In the post-war era, new waves of immigration emerged in the 1960s, mainly for business and economic purposes. In recent decades this number has grown; including immigrants, students, and businessmen. In 2014 the Japanese Ministry of Foreign Affairs estimated that there were 67,258 Japanese nationals resident in the United Kingdom For British nationals of Japanese heritage, unlike other Nikkei communities elsewhere in the world, these Britons do not conventionally parse their communities in generational terms as Issei, Nisei, or Sansei.

Students
The first Japanese students in the United Kingdom arrived in the nineteenth century, sent to study at University College London by the Chōshū and Satsuma domains, then the Bakufu (Shogunate). Later many studied at Cambridge University and a smaller number at Oxford University until the end of the Meiji era. The reason for sending them was to catch up with the West by modernizing Japan. Since the 1980s, Japanese students in the United Kingdom have become common thanks to cheaper air travel.

Demographics

Parts of the United Kingdom, in particular London, have significant Japanese populations, such as Golders Green and East Finchley in North London.
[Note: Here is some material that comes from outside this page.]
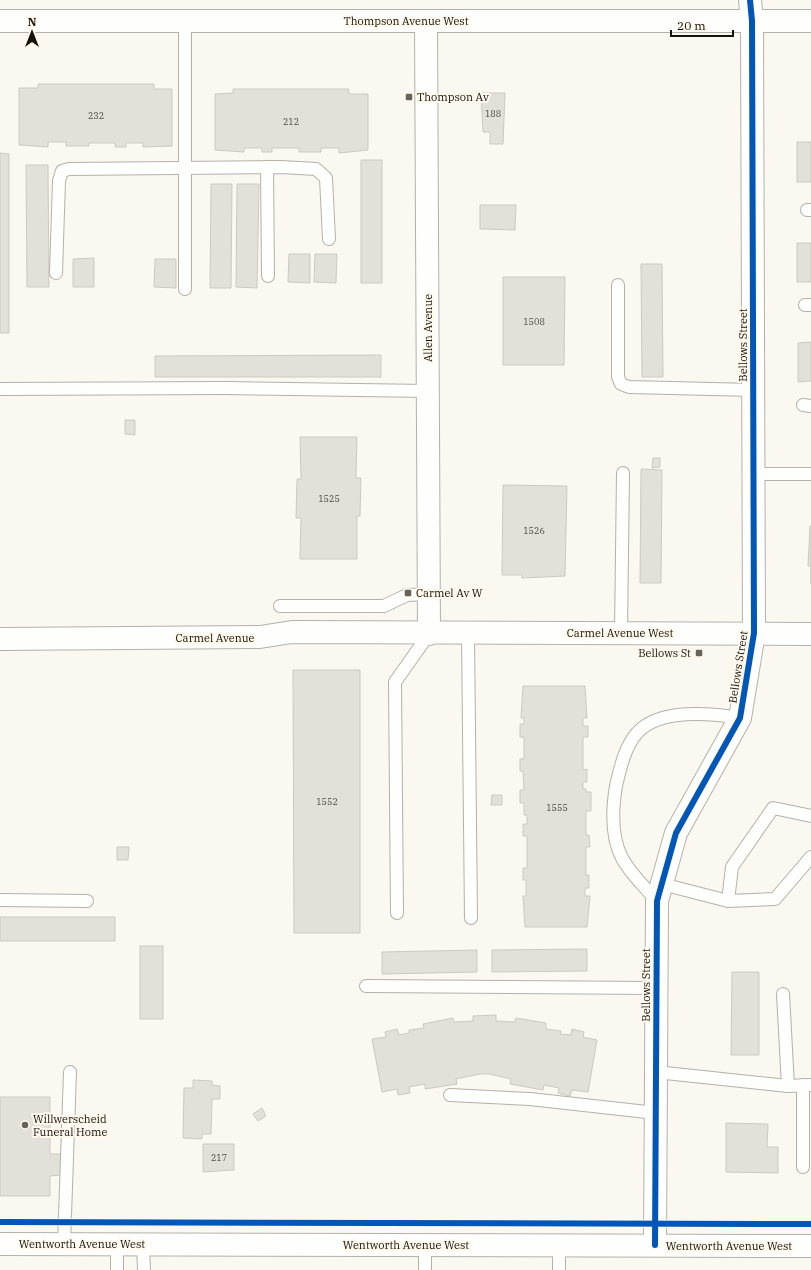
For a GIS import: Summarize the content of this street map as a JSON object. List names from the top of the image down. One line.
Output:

Derbyshire has a significant Japanese population due to its Toyota plant, and is twinned with Toyota, Aichi. Similarly Telford is home to numerous Japanese firms.

According to the 2001 UK Census, 37,535 Japanese born people were residing in the UK, whilst the Japanese Ministry of Foreign Affairs estimates that 50,864 Japanese nationals were calling the UK home in 2002. In the 2011 Census, 35,313 people in England specified their country of birth as Japan, 601 in Wales, 1,273 in Scotland and 144 in Northern Ireland. 35,043 people living in England and Wales chose to write in Japanese in response to the ethnicity question, 1,245 in Scotland, and 90 in Northern Ireland. The Office for National Statistics estimates that, in 2015, 43,000 people born in Japan were resident in the UK.

Japanese is the primary language of Japan, and the 2011 Census found that 27,764 people in England and Wales spoke Japanese as their main language, 27,305 of them in England alone, and 17,050 in London alone. The 2011 Census also found that 83 people in Northern Ireland spoke Japanese as their main language.

Organisations
The Japan Society and Japan Foundation support cultural programmes about Japanese culture.

Notable individuals
Below is a list of notable British people of Japanese heritage. Temporary individuals and expatriates are not included and can be found at Category:Japanese expatriates in the United Kingdom.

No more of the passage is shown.